WARNING: enabling "trust" authentication for local connections
You can change this by editing pg_hba.conf or using the -A option the
next time you run initdb.

A little searching on the buildfarm shows this started around Jan 10th:

pgbfprod=# select min(snapshot) from build_status_log where sysname
= 'red_bat' and log_stage = 'initdb.log' and log_text ~ 'pgstat';
min
---------------------
2010-01-10 23:30:01
(1 row)

I can't see an obvious culprit in the commit logs right off.
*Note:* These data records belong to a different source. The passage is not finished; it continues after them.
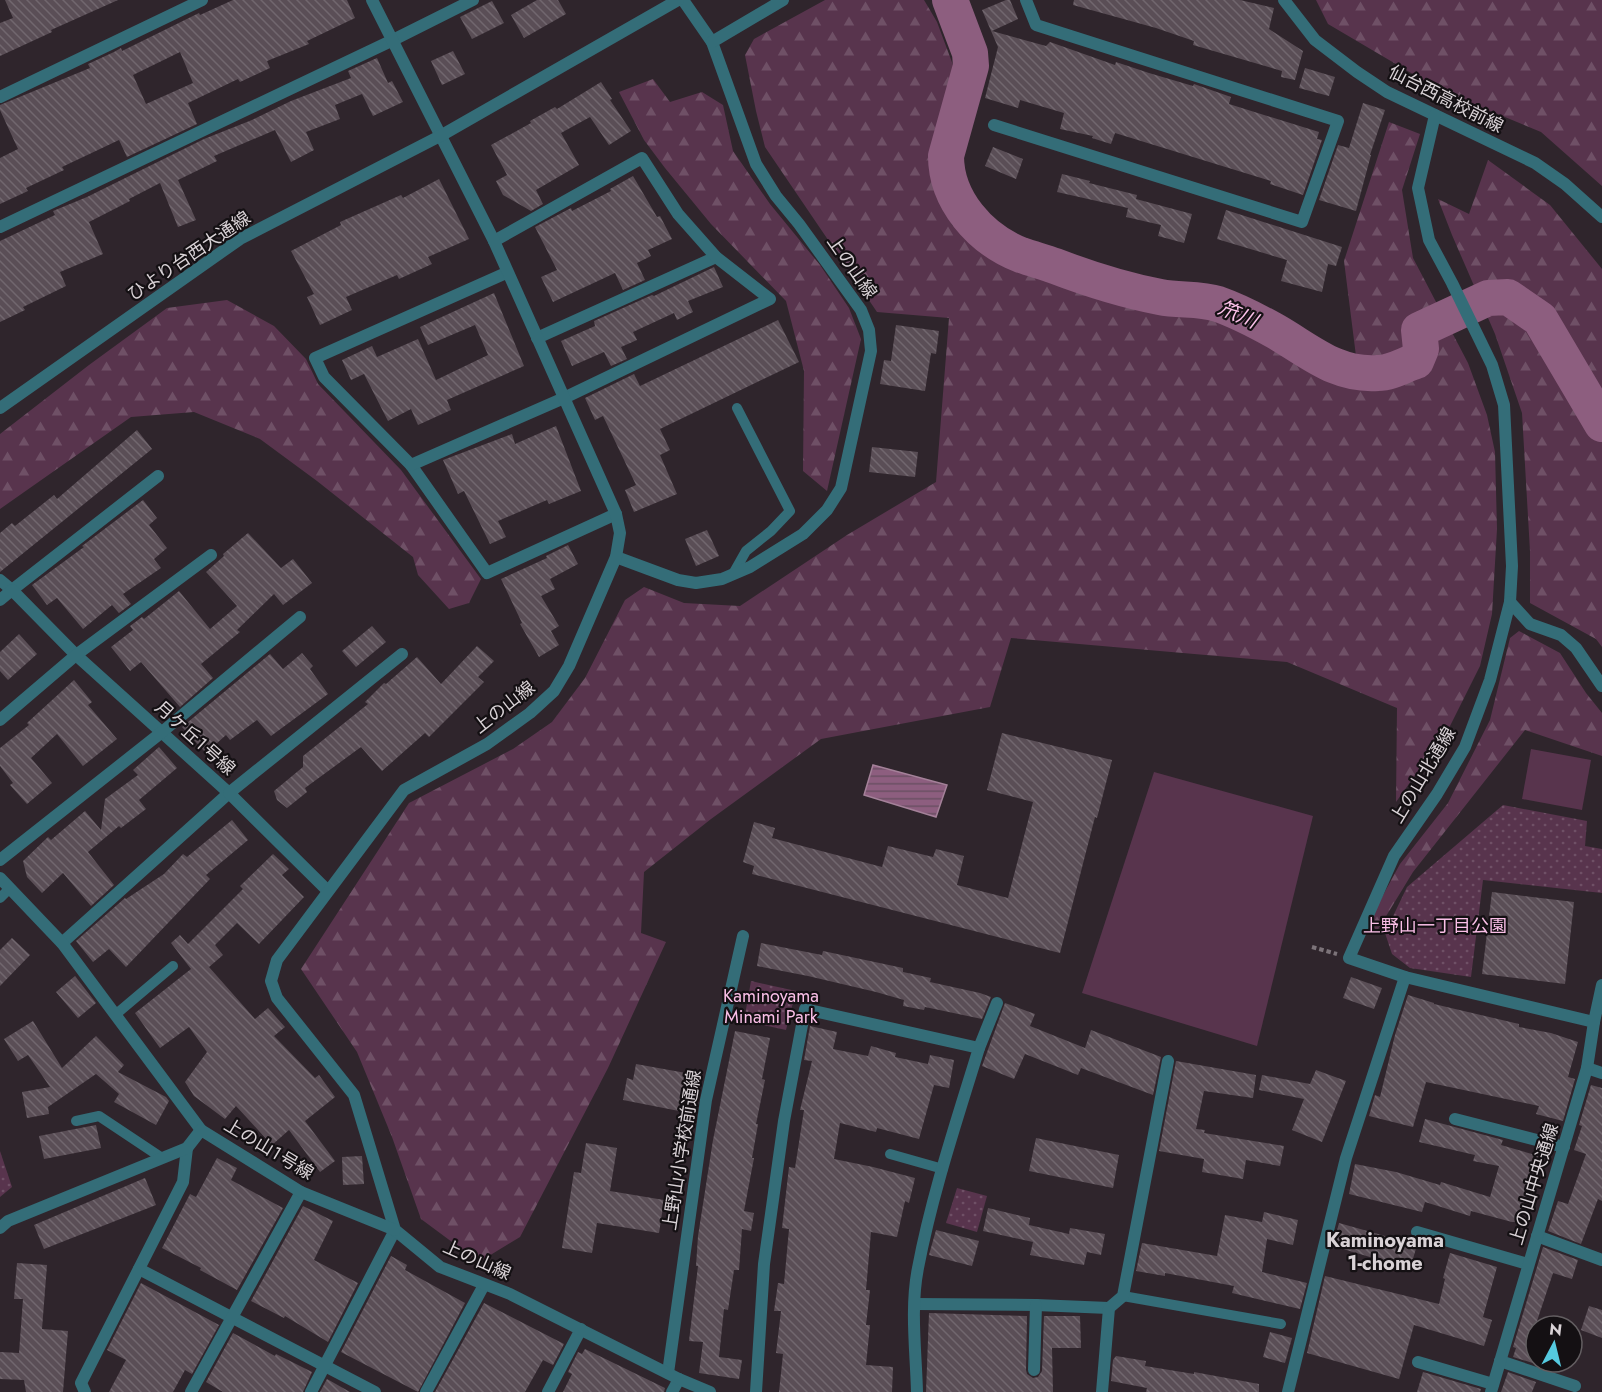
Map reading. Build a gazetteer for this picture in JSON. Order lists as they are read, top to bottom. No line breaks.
{"streets":{"street":["仙台西高校前線","ひより台西大通線","上の山線","月ケ丘１号線","上の山北通線","上の山１号線","上野山小学校前通線","上の山中央通線"]},"crossings":[["仙台西高校前線","上の山北通線"],["上の山線","上の山１号線"],["上の山線","上野山小学校前通線"]],"districts":["Kaminoyama 1-chome"],"water":["笊川"],"parks":["上野山一丁目公園","Kaminoyama Minami Park"],"north":"top"}
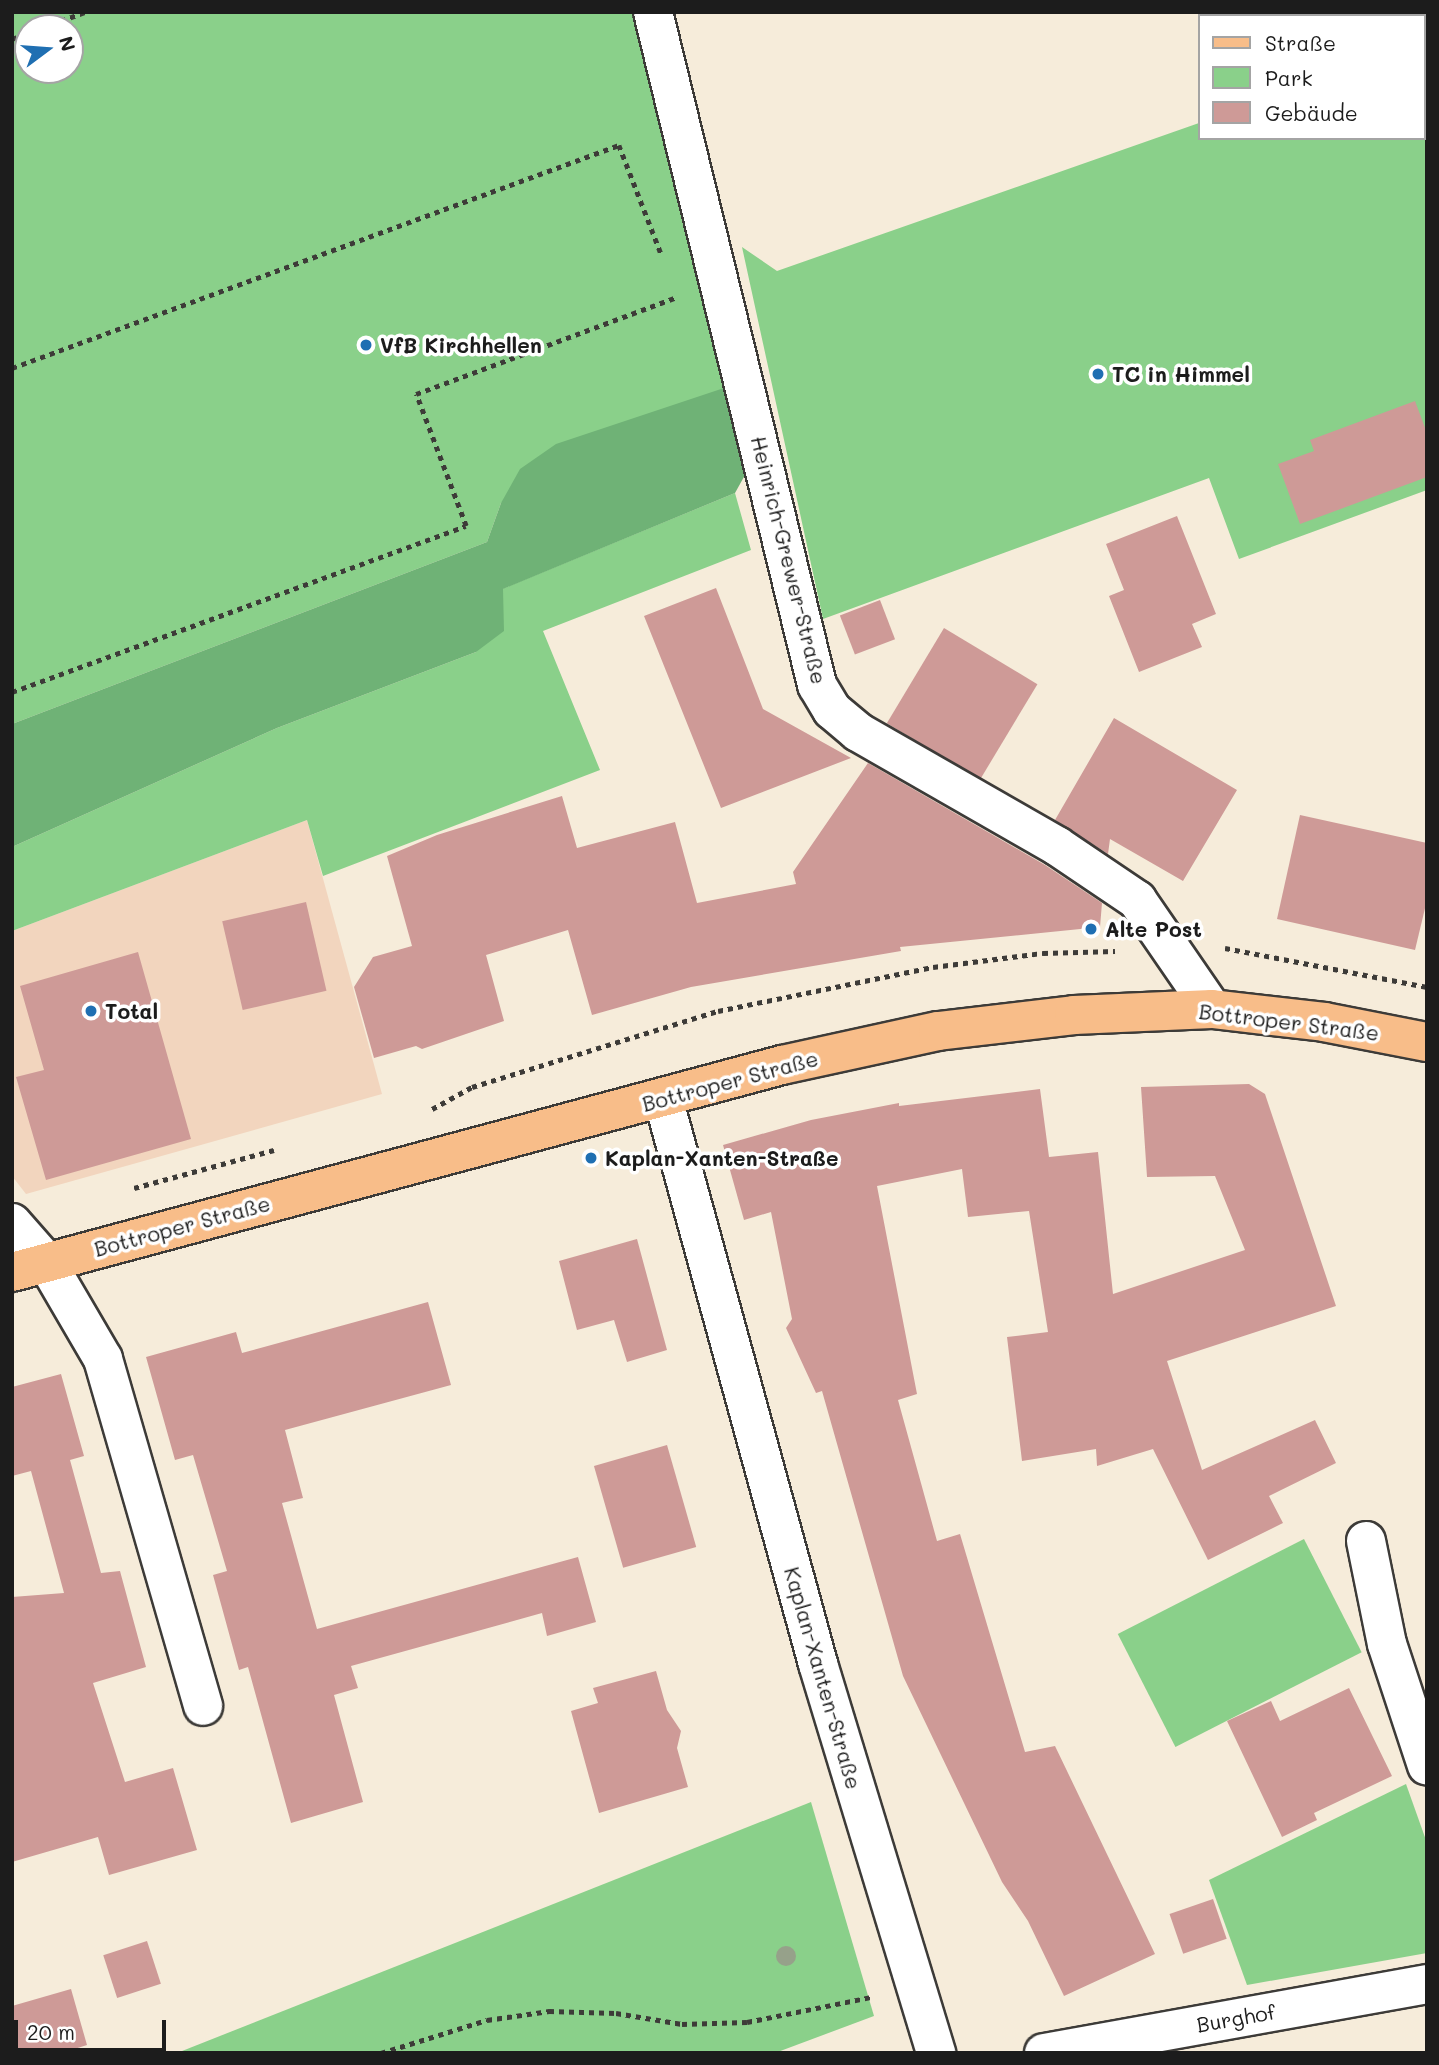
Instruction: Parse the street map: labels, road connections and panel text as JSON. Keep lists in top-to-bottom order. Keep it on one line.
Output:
{"streets":{"main road":["Bottroper Straße"],"street":["Heinrich-Grewer-Straße","Kaplan-Xanten-Straße","Burghof"]},"crossings":[["Heinrich-Grewer-Straße","Bottroper Straße"],["Bottroper Straße","Kaplan-Xanten-Straße"]],"places":["VfB Kirchhellen","TC in Himmel","Alte Post","Total","Kaplan-Xanten-Straße"],"legend":["Straße","Park","Gebäude"],"scale_bar":"20 m","north":"right"}
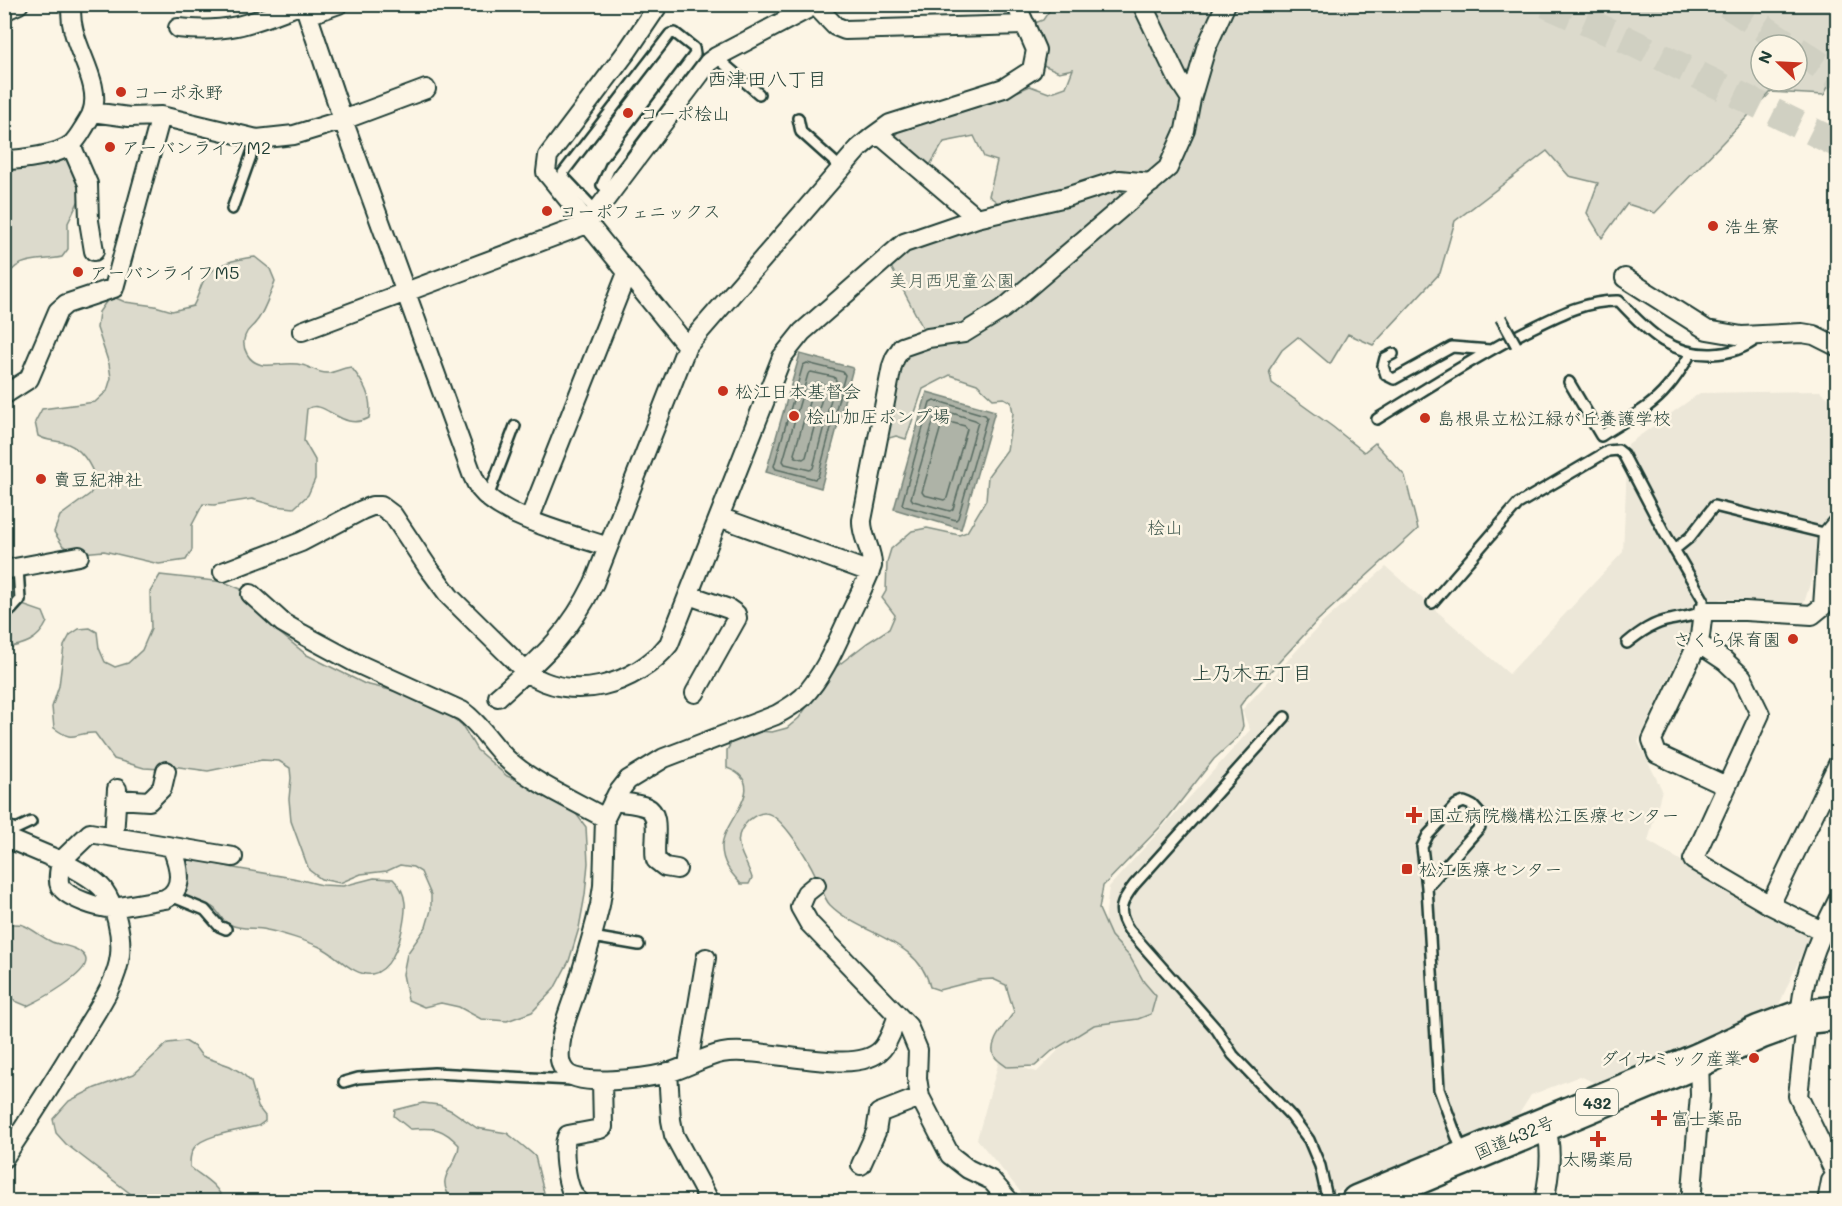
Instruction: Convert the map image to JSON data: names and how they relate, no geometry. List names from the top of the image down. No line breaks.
{"streets":{"highway":["432","国道432号"]},"districts":["西津田八丁目","上乃木五丁目"],"parks":["美月西児童公園","桧山"],"places":{"other":["コーポ永野","コーポ桧山","アーバンライフM2","コーポフェニックス","浩生寮","アーバンライフM5","松江日本基督会","桧山加圧ポンプ場","島根県立松江緑が丘養護学校","賣豆紀神社","さくら保育園","ダイナミック産業"],"health":["国立病院機構松江医療センター","富士薬品","太陽薬局"],"transit":["松江医療センター"]},"north":"top left"}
Does anyone
have an idea what's going on?

cheers

andrew


From: Andrew Dunstan <andrew(at)dunslane(dot)net>
To: Andrew Dunstan <andrew(at)dunslane(dot)net>
Cc: PostgreSQL-development <pgsql-hackers(at)postgresql(dot)org>
Subject: Re: odd output in initdb
Date: 2010-01-29 22:28:55
Message-ID: 4B636127.3060609@dunslane.net
Views: Raw Message | Whole Thread | Download mbox | Resend email
Lists: pgsql-hackers

Andrew Dunstan wrote:
>
>
> initializing dependencies ... WARNING: pgstat wait timeout
> WARNING: pgstat wait timeout
> ok
>
> vacuuming database template1 ... WARNING: pgstat wait timeout
> WARNING: pgstat wait timeout
> ok
> copying template1 to template0 ... WARNING: pgstat wait timeout
>
>
>
> I can't see an obvious culprit in the commit logs right off.

Actually, on close inspection it looks to me like this commit: "Create
typedef pgsocket for storing socket descriptors."
<http://git.postgresql.org/gitweb?p=postgresql.git;a=commit;h=ea1a4463e9de9662b7c9e13374ec8c7b92ff2f19>
could well be the culprit.

cheers

andrew


From: Magnus Hagander <magnus(at)hagander(dot)net>
To: Andrew Dunstan <andrew(at)dunslane(dot)net>
Cc: PostgreSQL-development <pgsql-hackers(at)postgresql(dot)org>
Subject: Re: odd output in initdb
Date: 2010-01-31 16:33:44
Message-ID: 9837222c1001310833i13a83800o87670491ad7ae8c2@mail.gmail.com
Views: Raw Message | Whole Thread | Download mbox | Resend email
Lists: pgsql-hackers

On Fri, Jan 29, 2010 at 23:28, Andrew Dunstan <andrew(at)dunslane(dot)net> wrote:
>
>
> Andrew Dunstan wrote:
>>
>>
>>   initializing dependencies ... WARNING:  pgstat wait timeout
>>   WARNING:  pgstat wait timeout
>>   ok
>>     vacuuming database template1 ... WARNING:  pgstat wait timeout
>>   WARNING:  pgstat wait timeout
>>   ok
>>   copying template1 to template0 ... WARNING:  pgstat wait timeout
>>
>>
>> I can't see an obvious culprit in the commit logs right off.
>
> Actually, on close inspection it looks to me like this commit: "Create
> typedef pgsocket for storing socket descriptors."
> <http://git.postgresql.org/gitweb?p=postgresql.git;a=commit;h=ea1a4463e9de9662b7c9e13374ec8c7b92ff2f19>
> could well be the culprit.

I'm not claiming it's not, but what exactly points to that? Does the
problem go away if you move to a version before that?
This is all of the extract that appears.